Train two Dataset together in Capsule Network

I am working with this code: https://github.com/AlexHex7/CapsNet_pytorch

here the training images come from train_loader. I want train the images from valid_loader at the same time. How can I do that?

train_loader = torch.utils.data.DataLoader(train_dataset, batch_size=cfg.batch_size, shuffle=True)
valid_loader = torch.utils.data.DataLoader(valid_dataset, batch_size=cfg.batch_size, shuffle=True)
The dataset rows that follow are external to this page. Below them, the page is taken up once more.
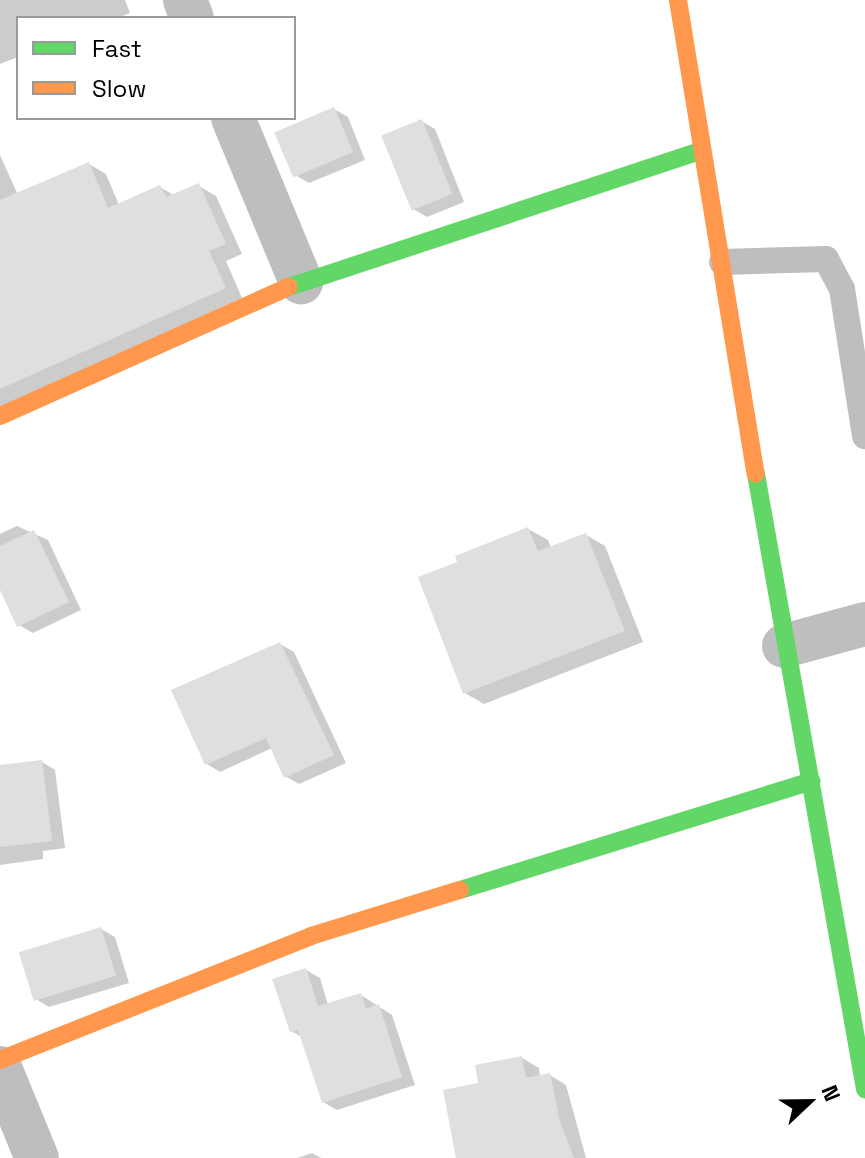 <!DOCTYPE html>
<style>
body{margin:0}
#map{position:relative;width:865px;height:1158px;overflow:hidden;background:#fff;font-family:"Space Grotesk",sans-serif}
div>[style]{position:absolute}
.shadow>*{inset:0;background:#0003}
.building>*{inset:0;background:#dfdfdf;transform-origin:0 0}
.lane>*{height:26px;margin:-13px;padding:0 13px;transform-origin:13px;border-radius:13px;background:#bebebe}
.street>*{height:44px;margin:-22px;padding:0 22px;transform-origin:22px;border-radius:22px;background:#bebebe}
.fast>*{height:18px;margin:-9px;padding:0 9px;transform-origin:9px;border-radius:9px;background:#63d668}
.slow>*{height:18px;margin:-9px;padding:0 9px;transform-origin:9px;border-radius:9px;background:#ff974d}
span{translate:-50% -50%;white-space:nowrap;text-align:center;line-height:1.15;-webkit-text-stroke:8px #fff;paint-order:stroke}
.legend{position:absolute;left:16px;top:16px;width:280px;height:104px;box-sizing:border-box;background:#fff;border:2px solid #999;margin:0;padding:10px 14px;list-style:none;font-size:24px;color:#000}
.legend li{display:flex;align-items:center;gap:16px;height:40px}
.legend b{width:40px;border:2px solid #999}
.north{position:absolute;left:769px;top:1062px;width:80px;height:80px;-webkit-text-stroke:6px #fff;paint-order:stroke;rotate:68deg;font-size:22px;font-weight:700;line-height:32px;text-align:center;color:#000}
.north::after{content:'';display:block;margin:auto;width:28px;height:36px;background:#000;clip-path:polygon(50% 0,100% 100%,50% 72%,0 100%)}
</style>
<div id="map">
<div class="shadow">
<i style="clip-path:polygon(0 0,125px 0,130px 13px,118px 18px,18px 18px,18px 57px,0 64px)"></i>
<i style="clip-path:polygon(334px 109px,348px 117px,365px 160px,309px 183px,295px 175px)"></i>
<i style="clip-path:polygon(421px 121px,435px 129px,464px 202px,427px 217px,413px 209px)"></i>
<i style="clip-path:polygon(0 155px,18px 195px,89px 164px,106px 174px,119px 205px,160px 187px,175px 196px,199px 186px,216px 196px,242px 254px,226px 261px,242px 298px,0 409px)"></i>
<i style="clip-path:polygon(17px 526px,48px 540px,81px 610px,33px 633px,19px 625px,0 586px,0 534px)"></i>
<i style="clip-path:polygon(528px 529px,548px 540px,551px 548px,586px 535px,605px 546px,643px 642px,484px 704px,465px 693px,459px 563px)"></i>
<i style="clip-path:polygon(280px 644px,294px 652px,346px 763px,299px 784px,285px 776px,272px 748px,220px 772px,207px 764px)"></i>
<i style="clip-path:polygon(42px 762px,55px 770px,65px 848px,43px 851px,43px 859px,0 865px,0 767px)"></i>
<i style="clip-path:polygon(101px 929px,115px 937px,129px 983px,49px 1007px,36px 999px)"></i>
<i style="clip-path:polygon(306px 970px,320px 978px,328px 1005px,361px 995px,392px 1015px,415px 1085px,337px 1110px,323px 1102px,302px 1037px,291px 1031px)"></i>
<i style="clip-path:polygon(522px 1058px,539px 1068px,540px 1077px,550px 1075px,566px 1085px,586px 1158px,458px 1158px,480px 1085px)"></i>
<i style="clip-path:polygon(312px 1153px,321px 1158px,297px 1158px)"></i>
</div>
<div class="building">
<i style="left:334px;top:107px;width:49px;height:65px;rotate:67deg"></i>
<i style="left:422px;top:119px;width:81px;height:44px;rotate:68deg"></i>
<i style="clip-path:polygon(89px 162px,108px 208px,160px 185px,166px 197px,199px 183px,226px 244px,209px 251px,226px 288px,0 389px,0 200px)"></i>
<i style="clip-path:polygon(528px 527px,538px 551px,586px 533px,625px 631px,463px 694px,418px 577px,457px 562px,455px 556px)"></i>
<i style="clip-path:polygon(34px 530px,69px 602px,17px 627px,0 590px,0 546px)"></i>
<i style="clip-path:polygon(280px 642px,334px 755px,284px 778px,266px 738px,205px 765px,171px 690px)"></i>
<i style="clip-path:polygon(42px 760px,52px 841px,0 847px,0 765px)"></i>
<i style="left:101px;top:927px;width:51px;height:86px;rotate:73deg"></i>
<i style="clip-path:polygon(306px 968px,318px 1006px,361px 993px,366px 1009px,379px 1004px,402px 1077px,322px 1103px,298px 1030px,290px 1032px,272px 979px)"></i>
<i style="clip-path:polygon(522px 1056px,526px 1078px,550px 1073px,560px 1122px,574px 1158px,456px 1158px,443px 1090px,478px 1083px,475px 1065px)"></i>
</div>
<div class="lane">
<i style="left:722px;top:262px;width:104px;rotate:-1.7deg"></i>
<i style="left:826px;top:259px;width:34px;rotate:62deg"></i>
<i style="left:842px;top:289px;width:149px;rotate:81.1deg"></i>
</div>
<div class="street">
<i style="left:185px;top:0;width:19px;rotate:69deg"></i>
<i style="left:233px;top:118px;width:178px;rotate:67.5deg"></i>
<i style="left:784px;top:646px;width:84px;rotate:-15.2deg"></i>
<i style="left:0;top:1068px;width:97px;rotate:67.7deg"></i>
</div>
<div class="fast">
<i style="left:289px;top:287px;width:433px;rotate:-18.3deg"></i>
<i style="left:756px;top:474px;width:625px;rotate:79.95deg"></i>
<i style="left:460px;top:890px;width:368px;rotate:-17.2deg"></i>
</div>
<div class="slow">
<i style="left:678px;top:0;width:480px;rotate:80.7deg"></i>
<i style="left:0;top:416px;width:316px;rotate:-24.1deg"></i>
<i style="left:0;top:1060px;width:335px;rotate:-21.7deg"></i>
<i style="left:311px;top:936px;width:156px;rotate:-17.2deg"></i>
</div>
<ul class="legend">
<li><b style="height:10px;background:#63d668"></b>Fast</li>
<li><b style="height:10px;background:#ff974d"></b>Slow</li>
</ul>
<div class="north">N</div>
</div>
for epoch_index in range(cfg.epoch):
for train_batch_index, (img_batch, label_batch) in enumerate(train_loader):
img_batch = variable(img_batch)
label_batch = variable(label_batch).unsqueeze(dim=1)
predict, reconstruct_img = net(img_batch, label_batch, train=True)
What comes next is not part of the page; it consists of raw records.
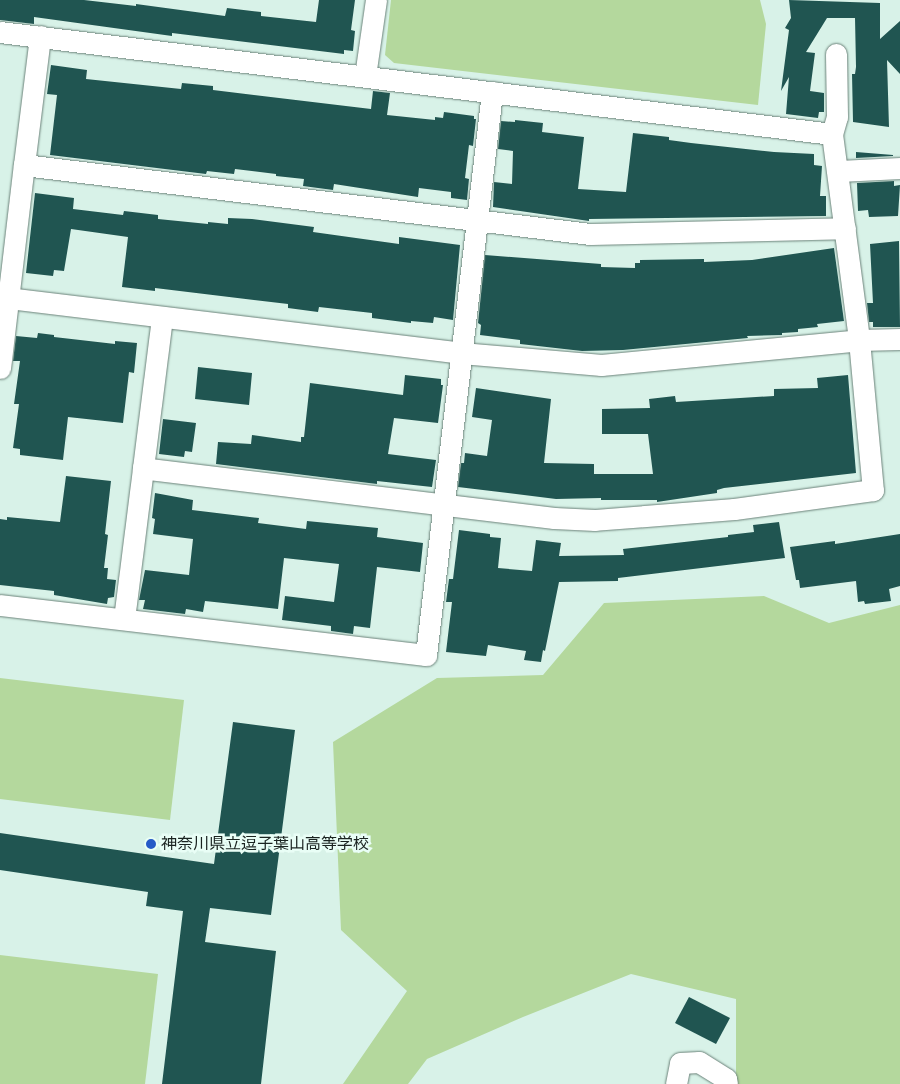 <!DOCTYPE html>
<html>
<head>
<meta charset="utf-8">
<style>
	body { margin:0 }
	#map { position:relative; width:900px; height:1084px; overflow:hidden; background:#d8f2e8; font-family:"Public Sans","Noto Sans JP",sans-serif }
	div>[style] { position:absolute }
	[style*='--x'] { left:calc(var(--x)*1px); top:calc(var(--y)*1px); width:calc(var(--w)*1px); rotate:calc(var(--a)*1deg) }
	.green>* { inset:0; background:#b4d89d }
	.building>* { inset:0; background:#205551 }
	.roads { filter:drop-shadow(0 0 1px #6b8279) drop-shadow(0 0 1px #6b8279) }
	.minor>* { height:21px; margin:-10.5px; padding:0 10.5px; transform-origin:10.5px; border-radius:10.5px; background:#fff }
	.dots>* { width:14px; height:14px; translate:-50% -50%; box-sizing:border-box; border:2px solid #e9fef6; border-radius:50% }
	span { translate:-50% -50%; white-space:nowrap; text-align:center; line-height:1.15; -webkit-text-stroke:5px #e9fef6; paint-order:stroke }
	.poi-label { font-size:16px; color:#1a2320 }
	.left { translate:0 -50%; text-align:left }
</style>
</head>
<body>
<div id="map">
	<div class="green">
		<i style="clip-path:polygon(391px 0,760px 0,766px 24px,758px 105px,394px 63px,385px 55px)"></i>
		<i style="clip-path:polygon(764px 596px,829px 623px,900px 605px,900px 1084px,736px 1084px,736px 999px,631px 974px,523px 1017px,427px 1059px,408px 1084px,343px 1084px,407px 991px,341px 930px,333px 742px,437px 678px,543px 675px,604px 603px)"></i>
		<i style="clip-path:polygon(0 678px,184px 700px,170px 820px,0 799px)"></i>
		<i style="clip-path:polygon(0 955px,158px 974px,145px 1084px,0 1084px)"></i>
	</div>
	<div class="building">
		<i style="clip-path:polygon(0 0,84px 0,136px 6px,136px 4px,225px 16px,227px 8px,261px 12px,261px 16px,316px 22px,319px 0,355px 0,351px 30px,355px 31px,353px 51px,344px 50px,344px 54px,172px 33px,172px 36px,34px 17px,34px 24px,0 20px)"></i>
		<i style="clip-path:polygon(789px 0,880px 3px,880px 39px,900px 21px,900px 74px,887px 60px,889px 127px,853px 122px,852px 74px,855px 74px,856px 67px,855px 18px,827px 18px,806px 52px,815px 53px,810px 91px,824px 93px,824px 112px,819px 112px,818px 118px,786px 114px,789px 77px,781px 91px,789px 30px,785px 28px,791px 18px)"></i>
		<i style="clip-path:polygon(51px 65px,87px 70px,86px 79px,181px 89px,182px 83px,213px 86px,213px 90px,371px 109px,373px 91px,390px 93px,387px 115px,435px 120px,435px 117px,443px 118px,444px 112px,474px 116px,474px 119px,476px 119px,473px 146px,469px 145px,465px 178px,469px 179px,467px 200px,451px 198px,451px 192px,419px 188px,418px 197px,334px 184px,333px 190px,303px 186px,304px 179px,276px 176px,276px 174px,235px 169px,234px 174px,207px 171px,206px 174px,50px 155px,57px 95px,47px 94px)"></i>
		<i style="clip-path:polygon(515px 120px,543px 123px,542px 132px,584px 137px,578px 189px,626px 192px,633px 133px,669px 137px,669px 140px,691px 143px,774px 152px,814px 154px,814px 165px,822px 166px,820px 196px,826px 196px,826px 216px,589px 219px,589px 221px,493px 207px,494px 182px,512px 184px,513px 151px,498px 149px,501px 121px,515px 122px)"></i>
		<i style="clip-path:polygon(856px 152px,893px 155px,893px 156px,856px 158px)"></i>
		<i style="clip-path:polygon(894px 181px,894px 186px,900px 185px,898px 216px,869px 217px,868px 210px,858px 211px,857px 183px)"></i>
		<i style="clip-path:polygon(35px 193px,74px 198px,73px 209px,123px 215px,124px 211px,158px 215px,158px 219px,208px 224px,208px 222px,228px 224px,228px 218px,252px 219px,314px 227px,313px 232px,399px 244px,399px 237px,460px 245px,453px 320px,434px 317px,433px 323px,411px 321px,411px 323px,372px 318px,372px 313px,319px 307px,318px 312px,288px 308px,288px 304px,155px 288px,155px 291px,122px 287px,128px 237px,71px 229px,64px 271px,54px 270px,53px 276px,26px 273px)"></i>
		<i style="clip-path:polygon(899px 241px,900px 327px,873px 327px,873px 322px,869px 322px,867px 303px,873px 303px,870px 244px)"></i>
		<i style="clip-path:polygon(834px 248px,844px 321px,817px 324px,818px 327px,798px 329px,798px 332px,782px 333px,782px 335px,747px 336px,748px 338px,623px 350px,582px 351px,520px 344px,520px 340px,480px 335px,481px 325px,478px 323px,485px 255px,601px 264px,601px 267px,635px 268px,635px 263px,640px 263px,640px 260px,704px 259px,704px 262px,752px 260px)"></i>
		<i style="clip-path:polygon(38px 333px,54px 335px,54px 337px,115px 344px,115px 341px,137px 343px,134px 373px,129px 372px,123px 423px,68px 417px,63px 460px,20px 455px,20px 449px,13px 448px,19px 404px,14px 404px,20px 361px,13px 361px,16px 336px,37px 338px)"></i>
		<i style="clip-path:polygon(198px 367px,252px 373px,249px 405px,195px 399px)"></i>
		<i style="clip-path:polygon(405px 375px,441px 379px,441px 385px,443px 385px,438px 423px,394px 418px,388px 454px,436px 460px,432px 487px,377px 481px,377px 484px,216px 464px,218px 442px,251px 444px,252px 435px,301px 442px,301px 437px,304px 437px,310px 383px,403px 395px)"></i>
		<i style="clip-path:polygon(848px 375px,856px 473px,724px 488px,717px 490px,717px 493px,657px 502px,657px 500px,601px 500px,601px 498px,556px 499px,458px 487px,461px 463px,464px 463px,465px 453px,487px 456px,492px 420px,472px 417px,476px 388px,551px 399px,544px 463px,594px 464px,594px 474px,653px 474px,648px 434px,602px 434px,602px 409px,650px 408px,649px 399px,675px 396px,676px 402px,774px 396px,774px 389px,818px 388px,817px 378px)"></i>
		<i style="clip-path:polygon(163px 419px,196px 423px,192px 452px,185px 451px,184px 457px,159px 454px)"></i>
		<i style="clip-path:polygon(66px 476px,111px 481px,105px 534px,108px 535px,104px 568px,108px 568px,107px 579px,116px 580px,114px 597px,108px 598px,107px 604px,54px 595px,54px 591px,0 585px,0 519px,7px 520px,7px 517px,60px 522px)"></i>
		<i style="clip-path:polygon(155px 493px,193px 500px,192px 510px,259px 518px,258px 523px,306px 529px,307px 521px,378px 528px,377px 537px,423px 543px,420px 572px,377px 567px,370px 628px,354px 626px,353px 634px,331px 631px,331px 626px,282px 620px,285px 596px,334px 602px,339px 564px,284px 558px,278px 609px,205px 601px,203px 612px,186px 609px,185px 614px,143px 609px,145px 600px,139px 600px,145px 570px,189px 575px,193px 539px,153px 534px,155px 519px,152px 518px)"></i>
		<i style="clip-path:polygon(779px 522px,785px 558px,618px 578px,618px 581px,559px 582px,545px 651px,543px 650px,541px 662px,524px 660px,526px 651px,488px 645px,486px 656px,446px 652px,452px 602px,446px 602px,449px 579px,453px 579px,459px 530px,490px 534px,490px 537px,501px 538px,498px 568px,532px 571px,536px 540px,561px 543px,559px 556px,624px 555px,623px 549px,728px 537px,728px 535px,754px 532px,753px 525px)"></i>
		<i style="clip-path:polygon(900px 534px,900px 586px,889px 589px,891px 601px,865px 604px,864px 601px,858px 602px,856px 581px,800px 588px,799px 580px,796px 580px,790px 547px,835px 541px,835px 544px)"></i>
		<i style="clip-path:polygon(233px 722px,295px 730px,271px 915px,210px 908px,205px 942px,276px 951px,261px 1084px,162px 1084px,183px 911px,146px 906px,148px 892px,0 870px,0 833px,214px 864px)"></i>
		<i style="clip-path:polygon(689px 997px,730px 1018px,716px 1044px,675px 1023px)"></i>
	</div>
	<div class="roads">
		<div class="minor">
			<i style="--x:0;--y:32;--w:838;--a:6.99"></i>
			<i style="--x:832;--y:134;--w:208;--a:82.5"></i>
			<i style="--x:859;--y:340;--w:151;--a:84.7"></i>
			<i style="--x:873;--y:490;--w:140;--a:172.2"></i>
			<i style="--x:734;--y:509;--w:139;--a:175.5"></i>
			<i style="--x:595;--y:520;--w:41;--a:-177.2"></i>
			<i style="--x:554;--y:518;--w:414;--a:-173.1"></i>
			<i style="--x:143;--y:468;--w:152;--a:-82.8"></i>
			<i style="--x:365;--y:76;--w:77;--a:-81.8"></i>
			<i style="--x:832;--y:134;--w:18;--a:-74"></i>
			<i style="--x:837;--y:117;--w:63;--a:-90.9"></i>
			<i style="--x:24;--y:165;--w:130;--a:-82.9"></i>
			<i style="--x:839;--y:171;--w:61;--a:-2.8"></i>
			<i style="--x:0;--y:297;--w:464;--a:6.9"></i>
			<i style="--x:461;--y:353;--w:141;--a:4.9"></i>
			<i style="--x:601;--y:365;--w:259;--a:-5.5"></i>
			<i style="--x:859;--y:340;--w:41;--a:-1.4"></i>
			<i style="--x:0;--y:368;--w:204;--a:-83.3"></i>
			<i style="--x:24;--y:165;--w:570;--a:6.95"></i>
			<i style="--x:590;--y:234;--w:255;--a:-1.3"></i>
			<i style="--x:0;--y:605;--w:429;--a:6.7"></i>
			<i style="--x:426;--y:655;--w:567;--a:-83.31"></i>
			<i style="--x:124;--y:619;--w:152;--a:-82.8"></i>
			<i style="--x:676;--y:1084;--w:21;--a:-79"></i>
			<i style="--x:680;--y:1063;--w:19;--a:-3"></i>
			<i style="--x:699;--y:1062;--w:32;--a:32"></i>
			<i style="--x:726;--y:1079;--w:5;--a:79"></i>
		</div>
	</div>
	<div class="dots">
		<i style="left:151px;top:844px;background:#265ac7"></i>
	</div>
	<div class="poi-label">
		<span class="left" style="left:161px;top:844px">神奈川県立逗子葉山高等学校</span>
	</div>
</div>
</body>
</html>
    acc = net.calc_acc(predict, label_batch)
    margin_loss = net.margin_loss(predict, label_batch)
    reconstruct_loss = net.reconstruction_loss(img_batch, reconstruct_img)      
    loss = margin_loss + reconstruct_loss 
    net.zero_grad()
    loss.backward()
    opt.step()

Actually my intension is like that

for train_batch_index, (img_batch_v, label_batch_v) in enumerate(valid_loader):

so that i can get the valuse of img_batch_v and label_batch_v as well as img_batch and label_batch

It depends if you need to know if a sample is from the train or validation data set.
If it doesn’t matter, the most elegant solution might be to use a ConcatDataset.
Using this approach you can just concatenate both data sets into a new one. The DataLoader might take care of shuffling if needed.

Here is a small example:

class MyData(Dataset):
    def __init__(self):
        self.data = torch.randn(100, 1)
        self.target = torch.Tensor(100).uniform_(0, 10).long()
    
    def __getitem__(self, index):
        x = self.data[index]
        y = self.data[index]
        return x, y

    def __len__(self):
        return len(self.data)

train_dataset = MyData()
val_dataset = MyData()
train_val_dataset = ConcatDataset([train_dataset, val_dataset])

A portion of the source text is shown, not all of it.